[Directions] In the data below, find every line with the string "service" and pull it out.

[Saved entries]
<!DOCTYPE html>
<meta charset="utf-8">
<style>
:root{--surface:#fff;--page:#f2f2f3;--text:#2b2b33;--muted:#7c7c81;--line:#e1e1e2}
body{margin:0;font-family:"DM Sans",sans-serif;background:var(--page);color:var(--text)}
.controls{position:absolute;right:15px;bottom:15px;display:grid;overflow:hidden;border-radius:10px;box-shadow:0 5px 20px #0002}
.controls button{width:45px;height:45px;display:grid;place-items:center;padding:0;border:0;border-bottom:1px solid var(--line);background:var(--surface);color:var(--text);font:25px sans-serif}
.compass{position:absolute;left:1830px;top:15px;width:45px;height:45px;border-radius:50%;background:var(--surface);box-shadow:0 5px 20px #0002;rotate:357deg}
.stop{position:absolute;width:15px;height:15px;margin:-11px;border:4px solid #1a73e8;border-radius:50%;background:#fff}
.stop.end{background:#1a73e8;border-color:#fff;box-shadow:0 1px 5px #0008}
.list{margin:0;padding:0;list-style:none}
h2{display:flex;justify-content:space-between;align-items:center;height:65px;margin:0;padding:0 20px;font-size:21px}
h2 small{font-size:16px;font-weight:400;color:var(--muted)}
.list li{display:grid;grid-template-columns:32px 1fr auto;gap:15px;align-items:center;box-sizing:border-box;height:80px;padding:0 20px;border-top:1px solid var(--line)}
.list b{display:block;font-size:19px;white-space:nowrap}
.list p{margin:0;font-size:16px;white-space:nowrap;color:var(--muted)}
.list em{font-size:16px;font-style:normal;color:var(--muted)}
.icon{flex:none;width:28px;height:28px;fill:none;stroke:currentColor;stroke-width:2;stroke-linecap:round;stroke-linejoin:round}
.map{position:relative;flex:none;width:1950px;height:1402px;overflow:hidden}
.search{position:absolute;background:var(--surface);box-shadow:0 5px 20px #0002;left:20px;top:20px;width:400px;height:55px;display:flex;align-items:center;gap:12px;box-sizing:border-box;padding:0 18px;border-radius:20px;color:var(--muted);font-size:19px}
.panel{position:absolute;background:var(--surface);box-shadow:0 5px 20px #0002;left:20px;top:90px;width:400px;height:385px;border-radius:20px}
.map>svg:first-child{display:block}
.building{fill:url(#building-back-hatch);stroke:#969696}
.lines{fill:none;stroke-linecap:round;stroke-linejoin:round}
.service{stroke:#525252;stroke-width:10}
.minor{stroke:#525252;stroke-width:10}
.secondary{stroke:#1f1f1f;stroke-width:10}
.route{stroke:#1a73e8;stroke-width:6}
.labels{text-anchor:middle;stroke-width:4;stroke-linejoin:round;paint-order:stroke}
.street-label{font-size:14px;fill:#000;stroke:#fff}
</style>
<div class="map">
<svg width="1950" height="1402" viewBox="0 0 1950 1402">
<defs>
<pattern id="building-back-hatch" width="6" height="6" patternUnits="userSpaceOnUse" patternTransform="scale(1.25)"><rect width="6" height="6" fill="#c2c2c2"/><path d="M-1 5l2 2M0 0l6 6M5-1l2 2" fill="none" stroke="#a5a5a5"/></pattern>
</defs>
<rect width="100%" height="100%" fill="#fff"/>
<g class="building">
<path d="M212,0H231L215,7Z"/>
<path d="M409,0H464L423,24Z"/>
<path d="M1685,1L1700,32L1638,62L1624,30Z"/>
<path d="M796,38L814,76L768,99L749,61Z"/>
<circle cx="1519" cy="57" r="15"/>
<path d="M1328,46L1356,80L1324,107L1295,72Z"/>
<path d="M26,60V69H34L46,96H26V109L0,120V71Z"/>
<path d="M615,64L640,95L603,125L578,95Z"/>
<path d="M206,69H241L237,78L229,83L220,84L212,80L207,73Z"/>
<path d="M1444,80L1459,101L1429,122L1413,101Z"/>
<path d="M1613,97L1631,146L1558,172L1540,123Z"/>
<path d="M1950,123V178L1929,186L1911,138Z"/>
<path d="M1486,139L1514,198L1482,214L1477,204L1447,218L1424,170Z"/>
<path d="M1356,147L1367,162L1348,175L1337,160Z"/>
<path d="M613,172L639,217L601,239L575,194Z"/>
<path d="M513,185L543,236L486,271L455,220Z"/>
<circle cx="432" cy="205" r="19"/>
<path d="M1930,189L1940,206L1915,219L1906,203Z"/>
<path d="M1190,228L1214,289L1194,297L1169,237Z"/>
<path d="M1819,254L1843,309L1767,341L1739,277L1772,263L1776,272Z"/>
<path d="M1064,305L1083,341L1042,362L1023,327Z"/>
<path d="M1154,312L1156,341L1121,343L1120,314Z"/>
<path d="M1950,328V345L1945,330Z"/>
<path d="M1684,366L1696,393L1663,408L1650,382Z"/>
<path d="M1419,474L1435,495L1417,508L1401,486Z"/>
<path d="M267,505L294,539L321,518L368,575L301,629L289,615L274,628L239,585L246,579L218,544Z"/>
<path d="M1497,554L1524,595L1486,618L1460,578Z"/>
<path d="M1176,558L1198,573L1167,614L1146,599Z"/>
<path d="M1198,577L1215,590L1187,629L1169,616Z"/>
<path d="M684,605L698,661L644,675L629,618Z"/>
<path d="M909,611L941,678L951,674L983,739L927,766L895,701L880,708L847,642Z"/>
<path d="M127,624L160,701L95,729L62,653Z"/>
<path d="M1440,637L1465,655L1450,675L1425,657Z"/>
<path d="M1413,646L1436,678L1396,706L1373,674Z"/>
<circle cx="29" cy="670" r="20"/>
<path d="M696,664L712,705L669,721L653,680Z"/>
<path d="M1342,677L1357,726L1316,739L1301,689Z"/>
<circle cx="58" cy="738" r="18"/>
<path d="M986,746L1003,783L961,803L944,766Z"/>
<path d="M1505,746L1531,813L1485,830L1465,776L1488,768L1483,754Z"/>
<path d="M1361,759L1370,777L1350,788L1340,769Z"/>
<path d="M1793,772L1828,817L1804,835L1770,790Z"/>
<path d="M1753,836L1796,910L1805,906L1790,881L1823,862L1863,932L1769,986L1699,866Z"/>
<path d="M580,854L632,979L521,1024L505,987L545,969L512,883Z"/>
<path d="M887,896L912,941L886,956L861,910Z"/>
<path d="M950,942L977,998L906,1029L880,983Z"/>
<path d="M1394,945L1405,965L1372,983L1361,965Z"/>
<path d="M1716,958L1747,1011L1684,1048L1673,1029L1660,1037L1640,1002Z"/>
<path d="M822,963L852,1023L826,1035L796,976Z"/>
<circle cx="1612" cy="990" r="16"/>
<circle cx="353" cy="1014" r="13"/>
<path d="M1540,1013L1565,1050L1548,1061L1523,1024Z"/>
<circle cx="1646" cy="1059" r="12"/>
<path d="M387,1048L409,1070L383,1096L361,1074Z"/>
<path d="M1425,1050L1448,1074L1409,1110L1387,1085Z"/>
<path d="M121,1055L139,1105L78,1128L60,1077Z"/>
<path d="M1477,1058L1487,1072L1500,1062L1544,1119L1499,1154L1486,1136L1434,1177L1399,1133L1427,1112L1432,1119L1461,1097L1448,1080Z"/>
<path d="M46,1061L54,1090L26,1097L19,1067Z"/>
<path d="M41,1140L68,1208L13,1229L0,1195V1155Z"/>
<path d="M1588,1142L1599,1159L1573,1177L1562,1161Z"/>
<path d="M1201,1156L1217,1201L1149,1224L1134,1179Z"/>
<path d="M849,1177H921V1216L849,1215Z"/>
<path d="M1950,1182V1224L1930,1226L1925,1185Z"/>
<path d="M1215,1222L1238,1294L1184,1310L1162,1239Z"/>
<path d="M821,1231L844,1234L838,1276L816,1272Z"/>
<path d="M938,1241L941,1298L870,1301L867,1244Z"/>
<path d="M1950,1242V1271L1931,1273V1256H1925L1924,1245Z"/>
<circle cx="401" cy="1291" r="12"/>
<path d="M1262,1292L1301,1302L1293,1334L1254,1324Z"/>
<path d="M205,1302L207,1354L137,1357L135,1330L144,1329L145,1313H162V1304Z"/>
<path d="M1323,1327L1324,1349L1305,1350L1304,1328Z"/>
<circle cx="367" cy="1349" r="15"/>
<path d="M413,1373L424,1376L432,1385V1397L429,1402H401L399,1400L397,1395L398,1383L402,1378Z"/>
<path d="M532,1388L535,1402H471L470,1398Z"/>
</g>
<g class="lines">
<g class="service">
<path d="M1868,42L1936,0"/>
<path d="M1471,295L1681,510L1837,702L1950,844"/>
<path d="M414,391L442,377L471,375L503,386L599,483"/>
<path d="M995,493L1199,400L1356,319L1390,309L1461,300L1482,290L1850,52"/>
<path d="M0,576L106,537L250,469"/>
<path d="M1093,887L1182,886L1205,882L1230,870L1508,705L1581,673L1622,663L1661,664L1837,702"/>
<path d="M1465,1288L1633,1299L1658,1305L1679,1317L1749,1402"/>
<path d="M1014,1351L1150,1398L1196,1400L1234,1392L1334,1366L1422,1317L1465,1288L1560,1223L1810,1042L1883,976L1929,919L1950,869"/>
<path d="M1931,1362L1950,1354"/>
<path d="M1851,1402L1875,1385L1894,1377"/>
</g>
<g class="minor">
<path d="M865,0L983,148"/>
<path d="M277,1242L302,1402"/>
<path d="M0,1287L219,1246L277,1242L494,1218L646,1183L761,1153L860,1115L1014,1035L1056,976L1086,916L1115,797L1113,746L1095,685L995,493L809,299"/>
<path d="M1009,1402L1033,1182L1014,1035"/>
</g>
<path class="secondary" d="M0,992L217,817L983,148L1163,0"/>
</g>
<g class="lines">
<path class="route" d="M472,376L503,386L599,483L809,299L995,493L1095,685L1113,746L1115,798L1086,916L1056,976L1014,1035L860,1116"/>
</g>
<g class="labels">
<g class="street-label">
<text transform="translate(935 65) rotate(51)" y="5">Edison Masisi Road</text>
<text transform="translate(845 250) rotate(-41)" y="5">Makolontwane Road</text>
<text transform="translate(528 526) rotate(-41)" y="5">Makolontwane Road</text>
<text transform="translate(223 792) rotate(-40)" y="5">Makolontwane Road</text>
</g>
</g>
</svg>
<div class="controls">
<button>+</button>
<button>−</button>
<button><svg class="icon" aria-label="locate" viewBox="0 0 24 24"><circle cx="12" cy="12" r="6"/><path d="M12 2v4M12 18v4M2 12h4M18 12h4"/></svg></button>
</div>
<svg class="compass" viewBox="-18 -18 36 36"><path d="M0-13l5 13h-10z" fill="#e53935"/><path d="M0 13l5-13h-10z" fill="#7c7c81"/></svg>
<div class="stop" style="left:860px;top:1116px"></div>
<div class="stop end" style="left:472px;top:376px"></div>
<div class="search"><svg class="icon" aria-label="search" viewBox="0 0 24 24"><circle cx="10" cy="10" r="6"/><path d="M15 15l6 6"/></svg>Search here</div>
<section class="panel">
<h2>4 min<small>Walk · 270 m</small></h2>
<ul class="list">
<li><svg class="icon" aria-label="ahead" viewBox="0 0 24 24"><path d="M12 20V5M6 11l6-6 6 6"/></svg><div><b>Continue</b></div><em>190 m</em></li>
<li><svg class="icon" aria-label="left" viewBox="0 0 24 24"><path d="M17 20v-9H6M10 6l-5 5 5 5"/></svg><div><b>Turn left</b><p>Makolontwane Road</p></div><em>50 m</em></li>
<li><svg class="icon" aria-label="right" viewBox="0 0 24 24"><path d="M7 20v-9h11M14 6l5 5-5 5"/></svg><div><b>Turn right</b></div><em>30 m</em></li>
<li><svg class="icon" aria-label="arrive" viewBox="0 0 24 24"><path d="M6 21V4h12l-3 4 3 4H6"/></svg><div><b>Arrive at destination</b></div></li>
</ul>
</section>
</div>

[Answer to this task]
.service{stroke:#525252;stroke-width:10}
<g class="service">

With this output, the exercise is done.